NaBloPoMo post 4: Hey, Jealousy

Nov 04, 2014 22:38

It seems that what baffles monogamous people most about polyamory is the issue of jealousy. So tonight I'm going to talk a little about that. It's the biggest culture shift: movies about monogamous romance grapple enormous amounts of jealousy over the mere suggestion of a love interest having interest in another.

So how can one manage jealousy in a relationship of three or more?

I've heard some poly people say that they just don't get jealous at all, they're not wired that way. In the place of jealousy, they feel compersion, a warmth and joy at seeing their loved one being happy with another. I definitely feel compersion, there's a photo on our fridge of a close friend of mine in a tent with Coyote. I look at it and feel the same glow I always had about that couple.

But I am susceptible to jealousy too, and I think most people are.

The thing to remember is that jealousy isn't an emotion that you have to just sit there and sulk through. It's almost always your psyche calling attention to something you lack. "Ugh, I hate that they're on a date night!" if you sift through that, you might well find the base need is, "I feel like it's been a long time since he's taken me out on the town". And so on for other emotional and physical needs.

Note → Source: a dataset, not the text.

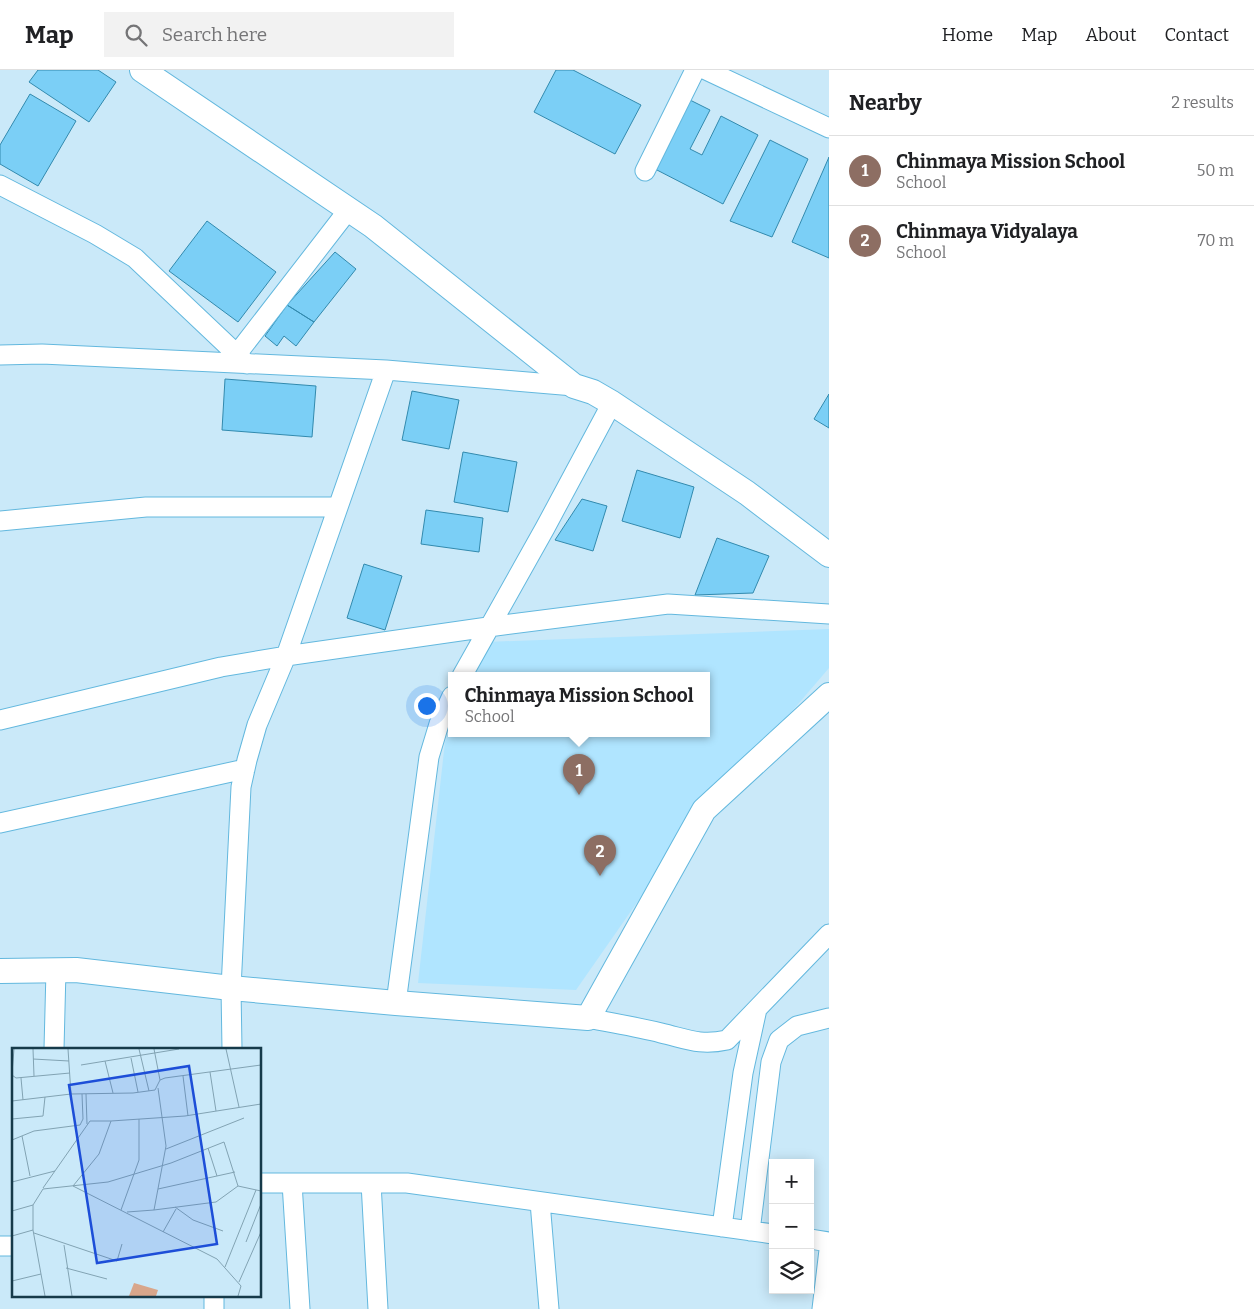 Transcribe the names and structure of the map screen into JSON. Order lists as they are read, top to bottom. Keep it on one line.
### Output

Polyamory takes a huge amount of communication, between all partners. It's good to realize that what you're aching for is a date with your Primary, say, but then you need to be able to tell him so. Polyamory breaks down when that essential communication falls off, which is why studies have shown that polyamorous people are better at "checking in" and all-around communication skills than monogamous folks. We have to be, it's vital to our way of life.

The most treacherous time for poly relationships is when a new partner comes into the fold. Hence why I was so glad I could give an advance early warning, the last time I saw it approaching. There's about three months of any relationship where you feel the butterflies all the time. Everything is extra shiny and happy, you're twitterpated! Poly folk call that "NRE", which stands for New Relationship Energy.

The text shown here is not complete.